• [DIRECTIONS FOR THIS TASK]: Locate the word "they" in the data below, then copy every line that holds it.

• [MATERIALS PROVIDED]:
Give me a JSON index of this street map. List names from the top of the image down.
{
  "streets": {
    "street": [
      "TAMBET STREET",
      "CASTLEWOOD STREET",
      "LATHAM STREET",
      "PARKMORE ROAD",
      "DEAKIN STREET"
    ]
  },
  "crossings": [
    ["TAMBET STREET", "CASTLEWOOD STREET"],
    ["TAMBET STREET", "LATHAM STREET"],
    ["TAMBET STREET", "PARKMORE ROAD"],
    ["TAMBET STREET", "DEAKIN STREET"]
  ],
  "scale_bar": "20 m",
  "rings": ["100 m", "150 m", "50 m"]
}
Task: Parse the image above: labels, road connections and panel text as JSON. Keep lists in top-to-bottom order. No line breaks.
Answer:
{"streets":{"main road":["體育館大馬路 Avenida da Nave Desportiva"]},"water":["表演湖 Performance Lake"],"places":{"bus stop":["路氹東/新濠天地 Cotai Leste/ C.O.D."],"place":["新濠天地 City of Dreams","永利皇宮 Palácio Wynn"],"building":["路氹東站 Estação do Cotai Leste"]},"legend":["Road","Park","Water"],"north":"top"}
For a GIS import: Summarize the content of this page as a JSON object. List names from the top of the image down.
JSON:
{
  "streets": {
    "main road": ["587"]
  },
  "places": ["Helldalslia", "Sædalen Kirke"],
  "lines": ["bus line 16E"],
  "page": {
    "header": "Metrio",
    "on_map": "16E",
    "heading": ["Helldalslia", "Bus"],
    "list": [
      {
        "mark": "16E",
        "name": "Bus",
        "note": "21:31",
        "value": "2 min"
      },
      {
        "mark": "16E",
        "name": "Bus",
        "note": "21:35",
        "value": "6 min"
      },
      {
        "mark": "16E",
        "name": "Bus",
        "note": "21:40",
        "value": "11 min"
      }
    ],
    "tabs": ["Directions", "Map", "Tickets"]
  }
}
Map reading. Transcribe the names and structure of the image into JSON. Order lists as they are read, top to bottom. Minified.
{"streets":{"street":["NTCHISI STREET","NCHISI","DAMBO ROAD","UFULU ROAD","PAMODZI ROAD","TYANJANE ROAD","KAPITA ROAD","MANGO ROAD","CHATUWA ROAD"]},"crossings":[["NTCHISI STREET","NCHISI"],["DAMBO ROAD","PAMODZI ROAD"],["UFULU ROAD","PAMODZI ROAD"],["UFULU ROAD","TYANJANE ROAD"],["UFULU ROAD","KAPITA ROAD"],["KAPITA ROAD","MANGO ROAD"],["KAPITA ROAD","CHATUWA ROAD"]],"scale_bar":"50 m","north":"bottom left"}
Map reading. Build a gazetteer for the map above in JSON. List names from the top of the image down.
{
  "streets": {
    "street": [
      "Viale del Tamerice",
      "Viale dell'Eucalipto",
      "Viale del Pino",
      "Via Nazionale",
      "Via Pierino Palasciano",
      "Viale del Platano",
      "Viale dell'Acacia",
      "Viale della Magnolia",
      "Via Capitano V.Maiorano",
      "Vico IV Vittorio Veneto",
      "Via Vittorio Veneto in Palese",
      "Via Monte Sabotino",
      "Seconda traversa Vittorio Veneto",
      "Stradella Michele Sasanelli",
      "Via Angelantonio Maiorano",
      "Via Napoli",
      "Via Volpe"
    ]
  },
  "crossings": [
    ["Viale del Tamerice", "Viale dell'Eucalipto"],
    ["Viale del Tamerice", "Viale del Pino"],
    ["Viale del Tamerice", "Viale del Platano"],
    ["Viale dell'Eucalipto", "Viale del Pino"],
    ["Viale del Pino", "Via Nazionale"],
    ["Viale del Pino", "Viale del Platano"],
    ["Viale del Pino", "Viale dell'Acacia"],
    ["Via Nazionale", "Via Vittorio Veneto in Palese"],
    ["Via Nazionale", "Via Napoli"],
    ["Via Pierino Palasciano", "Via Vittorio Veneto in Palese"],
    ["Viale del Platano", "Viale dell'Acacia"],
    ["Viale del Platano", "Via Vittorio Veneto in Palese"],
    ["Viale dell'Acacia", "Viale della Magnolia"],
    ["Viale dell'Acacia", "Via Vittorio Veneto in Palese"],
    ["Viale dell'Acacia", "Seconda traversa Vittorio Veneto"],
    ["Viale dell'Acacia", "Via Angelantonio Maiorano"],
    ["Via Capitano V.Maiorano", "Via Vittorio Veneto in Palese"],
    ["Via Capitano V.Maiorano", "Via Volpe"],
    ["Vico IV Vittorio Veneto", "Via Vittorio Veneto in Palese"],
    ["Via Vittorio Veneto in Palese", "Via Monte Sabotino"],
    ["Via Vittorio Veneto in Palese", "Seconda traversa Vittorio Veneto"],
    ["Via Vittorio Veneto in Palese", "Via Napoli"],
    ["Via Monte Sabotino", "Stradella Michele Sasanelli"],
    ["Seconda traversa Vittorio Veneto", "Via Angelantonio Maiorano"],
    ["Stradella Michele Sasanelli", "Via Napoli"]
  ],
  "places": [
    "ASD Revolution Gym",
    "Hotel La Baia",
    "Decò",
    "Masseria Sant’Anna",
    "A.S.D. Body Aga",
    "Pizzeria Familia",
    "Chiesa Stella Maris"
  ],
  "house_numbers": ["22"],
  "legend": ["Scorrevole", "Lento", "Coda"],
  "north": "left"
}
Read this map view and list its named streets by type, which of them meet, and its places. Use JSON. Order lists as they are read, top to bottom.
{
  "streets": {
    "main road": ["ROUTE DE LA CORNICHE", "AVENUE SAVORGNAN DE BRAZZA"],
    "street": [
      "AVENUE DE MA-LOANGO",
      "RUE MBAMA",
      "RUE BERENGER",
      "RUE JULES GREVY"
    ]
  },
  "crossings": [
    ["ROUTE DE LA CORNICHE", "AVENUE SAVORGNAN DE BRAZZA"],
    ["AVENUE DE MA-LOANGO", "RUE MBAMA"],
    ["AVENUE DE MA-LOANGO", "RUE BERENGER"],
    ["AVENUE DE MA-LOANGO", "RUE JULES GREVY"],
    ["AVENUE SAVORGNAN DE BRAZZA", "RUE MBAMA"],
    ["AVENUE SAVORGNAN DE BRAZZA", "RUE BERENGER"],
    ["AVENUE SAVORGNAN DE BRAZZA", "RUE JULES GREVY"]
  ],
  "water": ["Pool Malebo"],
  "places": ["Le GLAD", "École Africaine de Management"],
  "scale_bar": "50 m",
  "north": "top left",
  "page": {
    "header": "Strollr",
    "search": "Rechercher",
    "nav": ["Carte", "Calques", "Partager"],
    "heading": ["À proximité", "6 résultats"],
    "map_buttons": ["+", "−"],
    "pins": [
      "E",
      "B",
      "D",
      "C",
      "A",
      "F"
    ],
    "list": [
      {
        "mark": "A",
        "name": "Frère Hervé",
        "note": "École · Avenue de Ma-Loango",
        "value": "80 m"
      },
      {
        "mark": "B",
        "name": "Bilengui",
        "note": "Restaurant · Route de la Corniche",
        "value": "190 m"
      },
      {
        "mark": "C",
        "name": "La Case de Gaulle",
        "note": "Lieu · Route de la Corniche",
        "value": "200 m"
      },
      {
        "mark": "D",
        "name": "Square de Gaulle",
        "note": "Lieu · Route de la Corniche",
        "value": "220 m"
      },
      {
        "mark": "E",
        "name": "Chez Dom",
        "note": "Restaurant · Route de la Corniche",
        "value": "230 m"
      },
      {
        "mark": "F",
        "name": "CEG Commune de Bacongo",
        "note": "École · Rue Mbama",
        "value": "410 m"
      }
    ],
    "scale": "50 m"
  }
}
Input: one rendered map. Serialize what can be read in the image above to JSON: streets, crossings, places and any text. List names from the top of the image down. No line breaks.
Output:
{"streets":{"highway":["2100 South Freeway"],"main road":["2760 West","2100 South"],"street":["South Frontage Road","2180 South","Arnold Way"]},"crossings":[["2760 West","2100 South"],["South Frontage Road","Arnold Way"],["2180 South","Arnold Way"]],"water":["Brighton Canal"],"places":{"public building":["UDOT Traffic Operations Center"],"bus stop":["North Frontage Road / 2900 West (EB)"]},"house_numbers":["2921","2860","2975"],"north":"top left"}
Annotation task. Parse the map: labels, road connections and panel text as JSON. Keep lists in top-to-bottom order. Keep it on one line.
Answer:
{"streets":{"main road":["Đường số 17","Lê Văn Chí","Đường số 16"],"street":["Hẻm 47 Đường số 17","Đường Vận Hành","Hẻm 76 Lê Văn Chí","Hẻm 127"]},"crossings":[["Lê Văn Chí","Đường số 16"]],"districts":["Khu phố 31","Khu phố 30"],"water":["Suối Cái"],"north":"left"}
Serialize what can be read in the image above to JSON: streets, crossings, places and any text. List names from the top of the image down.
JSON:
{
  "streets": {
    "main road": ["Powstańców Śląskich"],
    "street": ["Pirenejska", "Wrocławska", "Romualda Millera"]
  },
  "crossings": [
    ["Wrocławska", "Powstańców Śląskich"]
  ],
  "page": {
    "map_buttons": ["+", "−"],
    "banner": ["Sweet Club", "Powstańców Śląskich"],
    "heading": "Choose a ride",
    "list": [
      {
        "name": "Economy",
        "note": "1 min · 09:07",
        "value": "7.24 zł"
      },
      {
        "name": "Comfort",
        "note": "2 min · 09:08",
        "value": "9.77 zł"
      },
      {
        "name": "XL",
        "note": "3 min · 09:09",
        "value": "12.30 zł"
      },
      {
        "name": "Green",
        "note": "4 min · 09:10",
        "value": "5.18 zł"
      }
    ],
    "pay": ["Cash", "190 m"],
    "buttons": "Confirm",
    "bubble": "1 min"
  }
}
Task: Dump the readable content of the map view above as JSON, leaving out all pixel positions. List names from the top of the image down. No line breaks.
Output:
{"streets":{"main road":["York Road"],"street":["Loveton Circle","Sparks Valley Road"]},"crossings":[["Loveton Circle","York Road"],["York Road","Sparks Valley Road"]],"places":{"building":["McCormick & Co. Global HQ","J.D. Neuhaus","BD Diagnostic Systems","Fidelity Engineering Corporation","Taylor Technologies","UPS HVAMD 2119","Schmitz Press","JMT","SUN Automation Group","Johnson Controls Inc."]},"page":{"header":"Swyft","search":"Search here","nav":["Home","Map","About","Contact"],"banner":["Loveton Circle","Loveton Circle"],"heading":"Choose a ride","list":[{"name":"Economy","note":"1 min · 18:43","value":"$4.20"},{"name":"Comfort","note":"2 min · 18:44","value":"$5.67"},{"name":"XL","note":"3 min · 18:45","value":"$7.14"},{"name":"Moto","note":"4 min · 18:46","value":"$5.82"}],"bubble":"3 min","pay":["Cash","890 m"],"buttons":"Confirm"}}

• [YOUR RESPONSE]:
Map reading. Transcribe the names and structure of the image into JSON. Order lists as they are read, top to bottom. Minified.
Read this map view and list its named streets by type, which of them meet, and its places. Use JSON. Order lists as they are read, top to bottom.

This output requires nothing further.